*WHAT YOU HAVE TO DO*:
Write out the records below word for word, please.

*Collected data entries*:
· · · · · · ·
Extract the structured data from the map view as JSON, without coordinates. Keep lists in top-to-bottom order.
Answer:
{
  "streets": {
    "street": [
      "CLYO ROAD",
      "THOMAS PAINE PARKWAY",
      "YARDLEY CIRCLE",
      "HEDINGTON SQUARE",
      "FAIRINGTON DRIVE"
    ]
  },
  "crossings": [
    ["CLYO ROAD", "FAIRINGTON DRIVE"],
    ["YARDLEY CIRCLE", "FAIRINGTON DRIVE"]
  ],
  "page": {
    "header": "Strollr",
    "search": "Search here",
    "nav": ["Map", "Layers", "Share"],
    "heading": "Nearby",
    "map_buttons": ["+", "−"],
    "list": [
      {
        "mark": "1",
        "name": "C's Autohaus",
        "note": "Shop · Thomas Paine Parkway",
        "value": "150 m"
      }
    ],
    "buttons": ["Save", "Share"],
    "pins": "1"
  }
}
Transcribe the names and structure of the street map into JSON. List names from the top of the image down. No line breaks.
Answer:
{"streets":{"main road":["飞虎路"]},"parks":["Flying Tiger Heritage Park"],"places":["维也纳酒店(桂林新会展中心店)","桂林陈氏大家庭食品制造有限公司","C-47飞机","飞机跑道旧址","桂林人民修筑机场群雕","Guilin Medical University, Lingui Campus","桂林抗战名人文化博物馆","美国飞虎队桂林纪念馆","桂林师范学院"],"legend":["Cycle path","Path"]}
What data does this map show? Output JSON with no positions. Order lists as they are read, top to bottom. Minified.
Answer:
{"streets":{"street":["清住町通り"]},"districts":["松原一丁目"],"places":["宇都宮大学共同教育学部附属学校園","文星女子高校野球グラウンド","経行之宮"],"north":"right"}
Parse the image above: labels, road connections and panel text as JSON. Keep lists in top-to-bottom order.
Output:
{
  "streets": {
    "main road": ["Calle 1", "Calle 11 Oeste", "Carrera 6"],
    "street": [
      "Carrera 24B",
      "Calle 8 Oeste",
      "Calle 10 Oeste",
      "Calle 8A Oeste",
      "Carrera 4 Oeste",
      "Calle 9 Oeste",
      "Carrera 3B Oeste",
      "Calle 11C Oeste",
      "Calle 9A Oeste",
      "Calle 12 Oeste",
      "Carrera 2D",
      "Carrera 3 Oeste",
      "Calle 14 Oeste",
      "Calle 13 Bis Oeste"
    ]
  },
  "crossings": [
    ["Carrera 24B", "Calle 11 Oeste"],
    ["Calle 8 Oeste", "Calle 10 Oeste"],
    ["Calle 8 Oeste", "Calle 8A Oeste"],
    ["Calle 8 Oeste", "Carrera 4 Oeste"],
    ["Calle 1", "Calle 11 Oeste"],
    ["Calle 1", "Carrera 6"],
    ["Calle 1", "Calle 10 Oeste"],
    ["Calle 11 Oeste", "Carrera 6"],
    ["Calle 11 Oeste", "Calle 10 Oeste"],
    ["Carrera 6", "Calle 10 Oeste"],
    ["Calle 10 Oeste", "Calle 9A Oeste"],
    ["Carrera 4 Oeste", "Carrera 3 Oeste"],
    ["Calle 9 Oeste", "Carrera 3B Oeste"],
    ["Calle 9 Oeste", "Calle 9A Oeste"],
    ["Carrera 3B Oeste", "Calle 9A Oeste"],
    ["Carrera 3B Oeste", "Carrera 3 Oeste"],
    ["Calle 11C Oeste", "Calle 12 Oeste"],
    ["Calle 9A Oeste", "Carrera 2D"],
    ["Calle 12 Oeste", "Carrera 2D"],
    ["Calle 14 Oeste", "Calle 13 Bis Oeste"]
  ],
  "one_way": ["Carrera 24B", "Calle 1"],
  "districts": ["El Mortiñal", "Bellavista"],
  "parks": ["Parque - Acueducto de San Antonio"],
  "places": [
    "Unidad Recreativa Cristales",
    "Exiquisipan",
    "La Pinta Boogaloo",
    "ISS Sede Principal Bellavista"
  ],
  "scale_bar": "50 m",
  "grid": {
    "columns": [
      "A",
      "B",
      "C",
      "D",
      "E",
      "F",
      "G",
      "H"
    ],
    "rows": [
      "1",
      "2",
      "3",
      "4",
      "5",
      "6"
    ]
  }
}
· · · · · · ·
*SOLUTION FOR THIS TASK*:
Extract the structured data from the map view as JSON, without coordinates. Keep lists in top-to-bottom order.
Answer:
{
  "streets": {
    "street": [
      "CLYO ROAD",
      "THOMAS PAINE PARKWAY",
      "YARDLEY CIRCLE",
      "HEDINGTON SQUARE",
      "FAIRINGTON DRIVE"
    ]
  },
  "crossings": [
    ["CLYO ROAD", "FAIRINGTON DRIVE"],
    ["YARDLEY CIRCLE", "FAIRINGTON DRIVE"]
  ],
  "page": {
    "header": "Strollr",
    "search": "Search here",
    "nav": ["Map", "Layers", "Share"],
    "heading": "Nearby",
    "map_buttons": ["+", "−"],
    "list": [
      {
        "mark": "1",
        "name": "C's Autohaus",
        "note": "Shop · Thomas Paine Parkway",
        "value": "150 m"
      }
    ],
    "buttons": ["Save", "Share"],
    "pins": "1"
  }
}
Transcribe the names and structure of the street map into JSON. List names from the top of the image down. No line breaks.
Answer:
{"streets":{"main road":["飞虎路"]},"parks":["Flying Tiger Heritage Park"],"places":["维也纳酒店(桂林新会展中心店)","桂林陈氏大家庭食品制造有限公司","C-47飞机","飞机跑道旧址","桂林人民修筑机场群雕","Guilin Medical University, Lingui Campus","桂林抗战名人文化博物馆","美国飞虎队桂林纪念馆","桂林师范学院"],"legend":["Cycle path","Path"]}
What data does this map show? Output JSON with no positions. Order lists as they are read, top to bottom. Minified.
Answer:
{"streets":{"street":["清住町通り"]},"districts":["松原一丁目"],"places":["宇都宮大学共同教育学部附属学校園","文星女子高校野球グラウンド","経行之宮"],"north":"right"}
Parse the image above: labels, road connections and panel text as JSON. Keep lists in top-to-bottom order.
Output:
{
  "streets": {
    "main road": ["Calle 1", "Calle 11 Oeste", "Carrera 6"],
    "street": [
      "Carrera 24B",
      "Calle 8 Oeste",
      "Calle 10 Oeste",
      "Calle 8A Oeste",
      "Carrera 4 Oeste",
      "Calle 9 Oeste",
      "Carrera 3B Oeste",
      "Calle 11C Oeste",
      "Calle 9A Oeste",
      "Calle 12 Oeste",
      "Carrera 2D",
      "Carrera 3 Oeste",
      "Calle 14 Oeste",
      "Calle 13 Bis Oeste"
    ]
  },
  "crossings": [
    ["Carrera 24B", "Calle 11 Oeste"],
    ["Calle 8 Oeste", "Calle 10 Oeste"],
    ["Calle 8 Oeste", "Calle 8A Oeste"],
    ["Calle 8 Oeste", "Carrera 4 Oeste"],
    ["Calle 1", "Calle 11 Oeste"],
    ["Calle 1", "Carrera 6"],
    ["Calle 1", "Calle 10 Oeste"],
    ["Calle 11 Oeste", "Carrera 6"],
    ["Calle 11 Oeste", "Calle 10 Oeste"],
    ["Carrera 6", "Calle 10 Oeste"],
    ["Calle 10 Oeste", "Calle 9A Oeste"],
    ["Carrera 4 Oeste", "Carrera 3 Oeste"],
    ["Calle 9 Oeste", "Carrera 3B Oeste"],
    ["Calle 9 Oeste", "Calle 9A Oeste"],
    ["Carrera 3B Oeste", "Calle 9A Oeste"],
    ["Carrera 3B Oeste", "Carrera 3 Oeste"],
    ["Calle 11C Oeste", "Calle 12 Oeste"],
    ["Calle 9A Oeste", "Carrera 2D"],
    ["Calle 12 Oeste", "Carrera 2D"],
    ["Calle 14 Oeste", "Calle 13 Bis Oeste"]
  ],
  "one_way": ["Carrera 24B", "Calle 1"],
  "districts": ["El Mortiñal", "Bellavista"],
  "parks": ["Parque - Acueducto de San Antonio"],
  "places": [
    "Unidad Recreativa Cristales",
    "Exiquisipan",
    "La Pinta Boogaloo",
    "ISS Sede Principal Bellavista"
  ],
  "scale_bar": "50 m",
  "grid": {
    "columns": [
      "A",
      "B",
      "C",
      "D",
      "E",
      "F",
      "G",
      "H"
    ],
    "rows": [
      "1",
      "2",
      "3",
      "4",
      "5",
      "6"
    ]
  }
}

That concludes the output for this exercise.